Chrome Developer Tool Details (5): Application, Security, audits panel

Source: Internet
Author: User
Tags chrome developer mitm attack

Application Panel Introduction

This panel is primarily a record of all resource information loaded by the site, including data stored (Local Storage, Session Storage, IndexedDB, Web SQL, Cookies), cached data, fonts, pictures, scripts, stylesheets, etc.

This panel is much simpler than a few hard dishes (the network Panel, the Timeline panel, the Profiles panel) in front of you, and here's a little introduction:

    • Local Storage If you use local Storage to store key-value pairs (KVPS) during the development process, you can check, add, modify, and delete this key-value pair through the local Storage pane.

    • Application cache You can use the application cache pane to view the resources created through the application cache API.

    • Frames organizes the resources on the page to be displayed by the frame category.

Frames Pane

You can view top-level top as a main document, and under top are resources such as fonts, Images, Scripts, stylesheets, and so on for the main document.
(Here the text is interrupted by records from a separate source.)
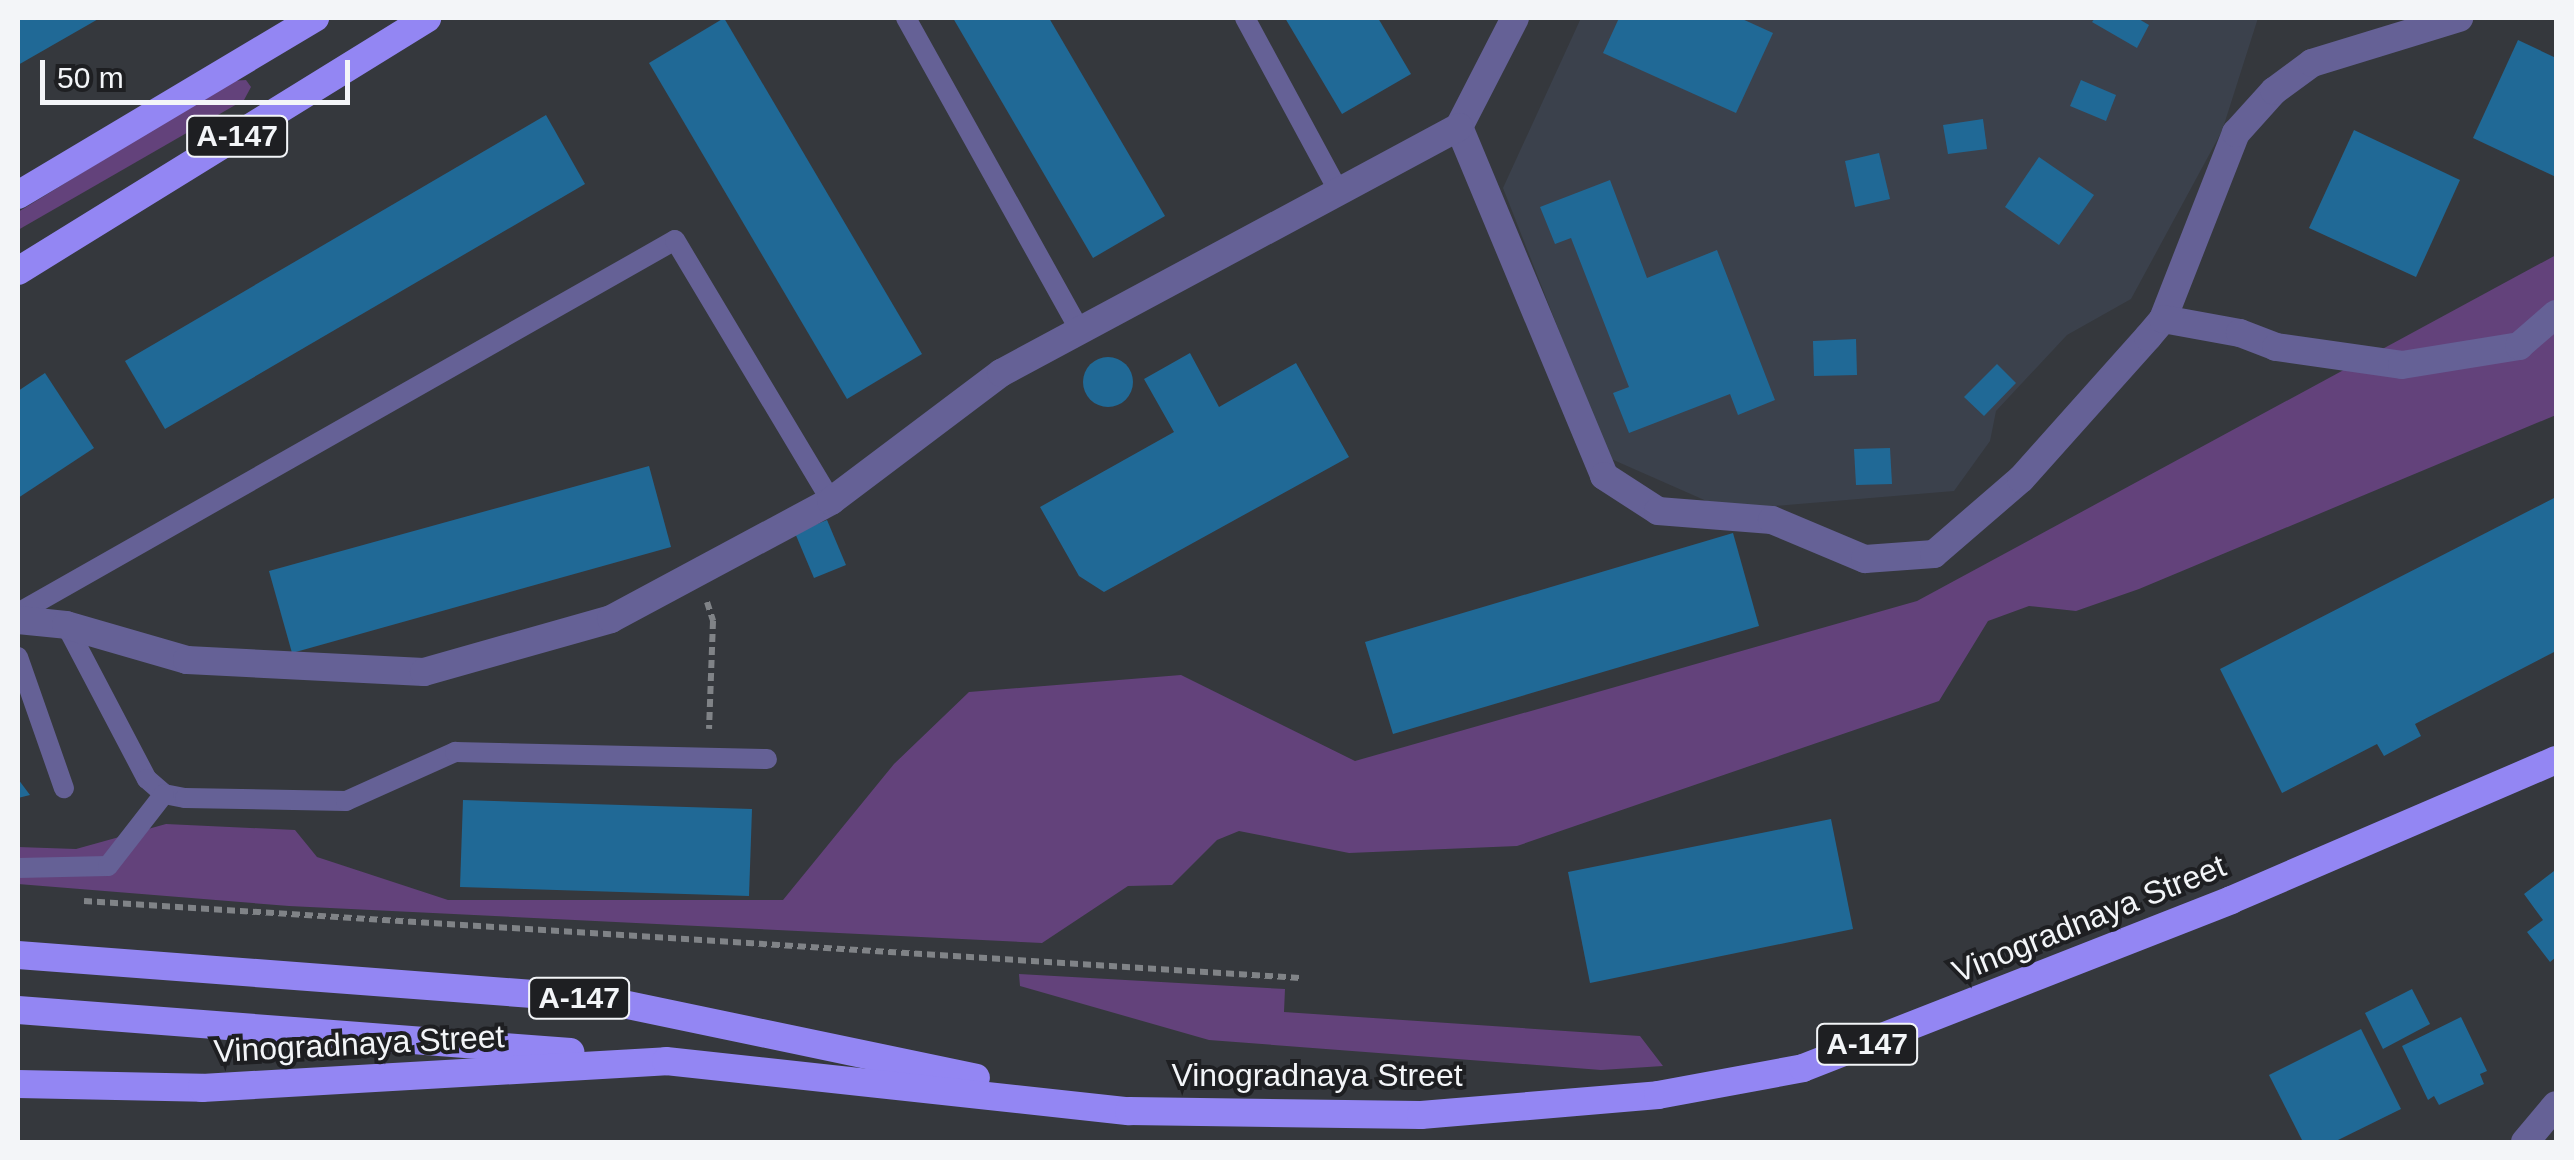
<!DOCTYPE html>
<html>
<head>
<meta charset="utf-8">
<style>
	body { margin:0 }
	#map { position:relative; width:2574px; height:1160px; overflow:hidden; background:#35383d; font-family:Arial,sans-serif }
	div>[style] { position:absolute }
	.built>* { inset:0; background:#3b414c }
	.green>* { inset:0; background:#63427b }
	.building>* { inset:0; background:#206996 }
	.round { border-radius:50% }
	.path>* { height:6px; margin-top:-3px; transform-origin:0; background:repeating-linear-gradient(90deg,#808387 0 8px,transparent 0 13px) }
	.service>* { height:20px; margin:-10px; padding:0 10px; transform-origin:10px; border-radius:10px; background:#656196 }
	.minor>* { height:28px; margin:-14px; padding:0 14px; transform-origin:14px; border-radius:14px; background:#656196 }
	.tertiary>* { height:28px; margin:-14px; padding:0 14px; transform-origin:14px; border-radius:14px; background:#656196 }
	.primary>* { height:28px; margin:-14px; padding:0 14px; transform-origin:14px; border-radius:14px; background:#9386f3 }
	span { translate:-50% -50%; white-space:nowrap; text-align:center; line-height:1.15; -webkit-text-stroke:8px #1e1f22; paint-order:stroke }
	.shield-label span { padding:2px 8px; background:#1e1f22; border:2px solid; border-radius:8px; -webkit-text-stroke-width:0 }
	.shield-label { font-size:30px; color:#f3f5f8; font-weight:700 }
	.street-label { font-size:32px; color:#f3f5f8 }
	.frame { position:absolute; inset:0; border:20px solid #f3f5f8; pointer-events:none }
	.scale { position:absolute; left:40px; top:60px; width:310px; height:45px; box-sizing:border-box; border:5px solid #f3f5f8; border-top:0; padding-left:12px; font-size:30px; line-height:35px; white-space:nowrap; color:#f3f5f8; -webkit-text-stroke:8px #1e1f22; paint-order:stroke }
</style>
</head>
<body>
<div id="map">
	<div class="built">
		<i style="clip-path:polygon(1581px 18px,2258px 18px,2222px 131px,2131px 299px,2067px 335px,1996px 411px,1990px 441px,1954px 491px,1727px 510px,1609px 458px,1503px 188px)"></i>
	</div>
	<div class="green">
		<i style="clip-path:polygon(246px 80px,251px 87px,244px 100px,18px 230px,18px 212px,232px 81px)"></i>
		<i style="clip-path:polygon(2556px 255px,2556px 415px,2139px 589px,2076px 611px,2029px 606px,1988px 621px,1939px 701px,1517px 846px,1349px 853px,1239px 831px,1217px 840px,1172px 885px,1128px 886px,1042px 943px,289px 906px,18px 884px,18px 847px,76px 849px,166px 824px,295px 830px,317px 857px,448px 900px,783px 900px,894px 764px,969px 692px,1181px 675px,1355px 761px,1917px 601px)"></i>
		<i style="clip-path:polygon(1019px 974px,1285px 989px,1284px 1012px,1640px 1036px,1663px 1066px,1601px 1070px,1209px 1040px,1020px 986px)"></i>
	</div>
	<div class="building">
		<i style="clip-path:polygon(18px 18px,100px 18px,18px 65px)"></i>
		<i style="clip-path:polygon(724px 18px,922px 354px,847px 399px,649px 63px)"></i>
		<i style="clip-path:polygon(953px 18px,1049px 18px,1165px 216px,1093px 258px)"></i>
		<i style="clip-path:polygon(1285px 18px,1378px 18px,1411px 74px,1342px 114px)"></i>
		<i style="clip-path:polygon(1619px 18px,1740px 18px,1773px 33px,1736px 113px,1603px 53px)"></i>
		<i style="clip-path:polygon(2095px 18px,2137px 18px,2149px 25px,2137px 48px,2092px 22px)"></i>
		<i style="clip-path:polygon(2518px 40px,2556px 58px,2556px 177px,2473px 138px)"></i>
		<i style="clip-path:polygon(2081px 80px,2116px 95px,2106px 121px,2070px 106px)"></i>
		<i style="clip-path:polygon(546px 115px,585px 184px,165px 429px,125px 361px)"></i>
		<i style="clip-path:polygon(1983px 119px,1987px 149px,1948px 154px,1943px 125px)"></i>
		<i style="clip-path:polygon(2354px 130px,2460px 180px,2416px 277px,2309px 228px)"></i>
		<i style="clip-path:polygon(1879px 153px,1890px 199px,1855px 207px,1845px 161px)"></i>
		<i style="clip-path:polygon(2039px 157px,2094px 195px,2059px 245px,2005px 207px)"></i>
		<i style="clip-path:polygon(1610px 180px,1647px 278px,1717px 250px,1775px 400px,1738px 415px,1730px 394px,1629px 433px,1613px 393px,1629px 387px,1571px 238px,1555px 244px,1540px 207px)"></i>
		<i style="clip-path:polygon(1856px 339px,1857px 375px,1814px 376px,1813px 341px)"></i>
		<i style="clip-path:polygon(1190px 353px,1219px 407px,1296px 363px,1349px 457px,1104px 592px,1079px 576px,1040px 507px,1174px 432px,1144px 379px)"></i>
		<i class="round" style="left:1083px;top:357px;width:50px;height:50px"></i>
		<i style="clip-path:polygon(1997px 364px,2016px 383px,1984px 416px,1964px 397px)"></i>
		<i style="clip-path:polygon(45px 373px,94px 448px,18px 498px,18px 391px)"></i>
		<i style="clip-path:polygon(1890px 448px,1892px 484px,1856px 485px,1854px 449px)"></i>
		<i style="clip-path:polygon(649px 466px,671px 547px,292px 653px,269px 571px)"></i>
		<i style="clip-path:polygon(2556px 497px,2556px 651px,2415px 724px,2421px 736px,2384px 756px,2377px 744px,2282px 793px,2220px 669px)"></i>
		<i style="clip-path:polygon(827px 520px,846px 565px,814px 578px,795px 533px)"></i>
		<i style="clip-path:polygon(1733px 533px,1759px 626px,1393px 734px,1365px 642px)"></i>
		<i style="clip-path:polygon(18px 779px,30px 795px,18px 798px)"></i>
		<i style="clip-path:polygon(463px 800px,752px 809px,749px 896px,460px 887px)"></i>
		<i style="clip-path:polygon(1831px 819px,1853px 929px,1590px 983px,1568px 872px)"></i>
		<i style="clip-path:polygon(2554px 871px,2556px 957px,2550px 962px,2527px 932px,2543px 920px,2524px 894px)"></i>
		<i style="clip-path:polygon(2412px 989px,2430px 1024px,2383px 1049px,2365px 1013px)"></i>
		<i style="clip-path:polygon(2461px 1017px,2487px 1071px,2480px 1074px,2484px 1084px,2439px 1105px,2434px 1096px,2428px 1100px,2402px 1046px)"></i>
		<i style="clip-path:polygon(2361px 1029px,2401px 1109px,2334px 1142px,2303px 1142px,2269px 1075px)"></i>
	</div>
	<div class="path">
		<i style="left:707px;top:602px;width:20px;rotate:72deg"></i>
		<i style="left:713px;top:621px;width:108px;rotate:92.1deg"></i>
		<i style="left:84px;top:901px;width:1218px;rotate:3.62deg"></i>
	</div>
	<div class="service">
		<i style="left:906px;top:18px;width:358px;rotate:60.9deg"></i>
		<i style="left:1245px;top:18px;width:198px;rotate:61.6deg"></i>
		<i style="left:18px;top:613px;width:755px;rotate:-29.58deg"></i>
		<i style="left:675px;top:240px;width:304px;rotate:59.1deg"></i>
		<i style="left:66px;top:625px;width:174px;rotate:62.3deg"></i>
		<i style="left:147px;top:779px;width:23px;rotate:41deg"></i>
		<i style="left:164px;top:794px;width:21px;rotate:11deg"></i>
		<i style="left:185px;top:798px;width:161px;rotate:1.1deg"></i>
		<i style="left:346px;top:801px;width:120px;rotate:-24.2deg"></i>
		<i style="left:455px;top:752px;width:312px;rotate:1.3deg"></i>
		<i style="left:18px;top:657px;width:139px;rotate:70.7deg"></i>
		<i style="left:18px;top:868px;width:90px;rotate:-1.3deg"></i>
		<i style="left:108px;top:866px;width:91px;rotate:-52.1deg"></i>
	</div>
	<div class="minor">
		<i style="left:1515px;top:18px;width:123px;rotate:117.2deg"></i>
		<i style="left:1459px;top:127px;width:378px;rotate:67.4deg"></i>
		<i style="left:1604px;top:476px;width:64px;rotate:32.9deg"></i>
		<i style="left:1658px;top:511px;width:114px;rotate:4.5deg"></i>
		<i style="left:1772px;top:520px;width:101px;rotate:22.8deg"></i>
		<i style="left:1865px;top:559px;width:69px;rotate:-4.1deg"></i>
		<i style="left:1934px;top:554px;width:115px;rotate:-40.8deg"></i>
		<i style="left:2021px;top:479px;width:191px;rotate:-48.2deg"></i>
		<i style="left:2148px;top:337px;width:23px;rotate:-50deg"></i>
		<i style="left:2163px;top:319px;width:200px;rotate:-68.6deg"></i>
		<i style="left:2236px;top:133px;width:57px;rotate:-47.9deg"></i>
		<i style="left:2274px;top:91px;width:47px;rotate:-36.4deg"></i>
		<i style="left:2312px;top:63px;width:154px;rotate:-17deg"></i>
		<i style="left:2163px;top:319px;width:78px;rotate:10.3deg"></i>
		<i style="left:2240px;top:333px;width:39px;rotate:21deg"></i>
		<i style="left:2276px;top:347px;width:127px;rotate:8.1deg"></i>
		<i style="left:2402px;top:365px;width:119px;rotate:-9.2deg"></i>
		<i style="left:2519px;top:346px;width:49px;rotate:-40.9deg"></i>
		<i style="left:18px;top:620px;width:48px;rotate:5.9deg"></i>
		<i style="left:66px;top:625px;width:126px;rotate:16.1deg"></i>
		<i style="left:187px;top:660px;width:237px;rotate:2.9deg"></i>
		<i style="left:424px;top:672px;width:194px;rotate:-15.8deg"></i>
		<i style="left:611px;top:619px;width:250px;rotate:-28.2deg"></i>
		<i style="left:831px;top:501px;width:213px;rotate:-37deg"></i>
		<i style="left:1001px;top:373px;width:520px;rotate:-28.24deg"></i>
	</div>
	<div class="tertiary">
		<i style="left:2525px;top:1142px;width:48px;rotate:-50deg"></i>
	</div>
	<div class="primary">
		<i style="left:18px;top:195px;width:346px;rotate:-30.8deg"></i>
		<i style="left:18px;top:271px;width:481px;rotate:-31.7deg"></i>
		<i style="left:18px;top:955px;width:583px;rotate:4.33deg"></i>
		<i style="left:599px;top:999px;width:385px;rotate:11.8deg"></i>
		<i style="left:18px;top:1010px;width:554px;rotate:4.35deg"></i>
		<i style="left:18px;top:1084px;width:184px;rotate:1.2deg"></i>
		<i style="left:202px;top:1088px;width:465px;rotate:-3.3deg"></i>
		<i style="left:666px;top:1061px;width:466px;rotate:6.2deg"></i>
		<i style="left:1129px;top:1111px;width:292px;rotate:0.8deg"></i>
		<i style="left:1421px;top:1115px;width:238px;rotate:-4.8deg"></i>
		<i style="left:1658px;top:1095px;width:147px;rotate:-10.5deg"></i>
		<i style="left:1803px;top:1068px;width:460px;rotate:-21.4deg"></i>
		<i style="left:2231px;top:900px;width:354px;rotate:-23.3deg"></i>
	</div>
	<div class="shield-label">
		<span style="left:237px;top:136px">А-147</span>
		<span style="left:579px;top:998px">А-147</span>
		<span style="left:1867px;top:1044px">А-147</span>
	</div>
	<div class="street-label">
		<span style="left:2089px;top:919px;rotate:-22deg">Vinogradnaya Street</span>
		<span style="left:359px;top:1044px;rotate:-3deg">Vinogradnaya Street</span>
		<span style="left:1317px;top:1075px">Vinogradnaya Street</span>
	</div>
	<div class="frame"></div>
	<div class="scale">50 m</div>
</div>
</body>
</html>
The last one is the main file itself.

When you right-click on a resource and select the Reveal in Network panel from the pop-up menu, it jumps to the network pane and navigates to the location of the resource.

You can also view resource information by the frame category in the sources panel.

Introduction to the Security panel

This panel allows you to debug issues such as security and authentication of the current Web page and ensure that you have implemented HTTPS correctly on your site.

HTTPS (Hyper Text Transfer Protocol over secure Socket Layer) is a security-targeted HTTP channel and is simply a secure version of HTTP. That is, the SSL layer is added under HTTP, the security base of HTTPS is SSL, so the detailed content of encryption needs SSL. It is a URI scheme (abstract identifier system) with syntax similar to http: System. For secure HTTP data transfer. Https:url indicates that it uses HTTP, but HTTPS has a different default port than HTTP and an encryption/authentication layer (between HTTP and TCP). > HTTPS and HTTP are the main differences between the following four points: >①https protocol requires a certificate to the CA, the general free certificate is very small and requires a fee. >②http is a Hypertext Transfer Protocol, the information is plaintext transmission, HTTPS is a secure SSL encryption transport protocol. >③http and HTTPS use a completely different connection, the same port, the former is 80, the latter is 443. The >④http connection is simple and stateless; The HTTPS protocol is a network protocol built by the SSL+HTTP protocol for encrypted transmission and authentication, which is more secure than the HTTP protocol.

If the Web page is secure, a message is displayed: This page is secure (valid HTTPS).

You can view the server certificate information for main origin by clicking View Certificate. Click on the left to view the connection and certificate details for the specified source.

If the webpage is unsafe, it will be displayed: This page is not secure.

The panel can differentiate between two types of unsafe pages:

    • If the requested page is serviced via HTTP, the primary source is flagged as unsafe.

    • If the requested page was acquired over HTTPS, but the page continues to retrieve content from other sources via HTTP, the page is still marked as unsafe. This is the so-called mixed content page, where mixed content pages are only partially protected because HTTP content (unencrypted content) can be hacked by sniffers and susceptible to man-in-the-middle attacks.

Click on the left to provide a link to the network panel view.

A man-in-the-middle attack (Man-in-the-middle Attack, "MITM attack") is an "indirect" intrusion pattern that, by various technical means, places a computer under the control of an intruder between two communication computers in a network connection, which is called " Middleman. "

Audits Panel Introduction

The current web page network utilization, Web page performance of the diagnosis, and give some optimization recommendations. For example, list all the unused CSS files.

Select Network utilization, Web page performance, and click the Run button to diagnose the current page for Web utilization and page performance optimization, and to give recommendations for optimization.

Bole Online column Author-charliechu

Original address: Https://mp.weixin.qq.com/s/xVp3BkVyncWS6qOGn0XFOw

Chrome Developer Tool Details (5): Application, Security, audits panel

Related Article

Contact Us

The content source of this page is from Internet, which doesn't represent Alibaba Cloud's opinion; products and services mentioned on that page don't have any relationship with Alibaba Cloud. If the content of the page makes you feel confusing, please write us an email, we will handle the problem within 5 days after receiving your email.

If you find any instances of plagiarism from the community, please send an email to: info-contact@alibabacloud.com and provide relevant evidence. A staff member will contact you within 5 working days.

A Free Trial That Lets You Build Big!

Start building with 50+ products and up to 12 months usage for Elastic Compute Service

  • Sales Support

    1 on 1 presale consultation

  • After-Sales Support

    24/7 Technical Support 6 Free Tickets per Quarter Faster Response

  • Alibaba Cloud offers highly flexible support services tailored to meet your exact needs.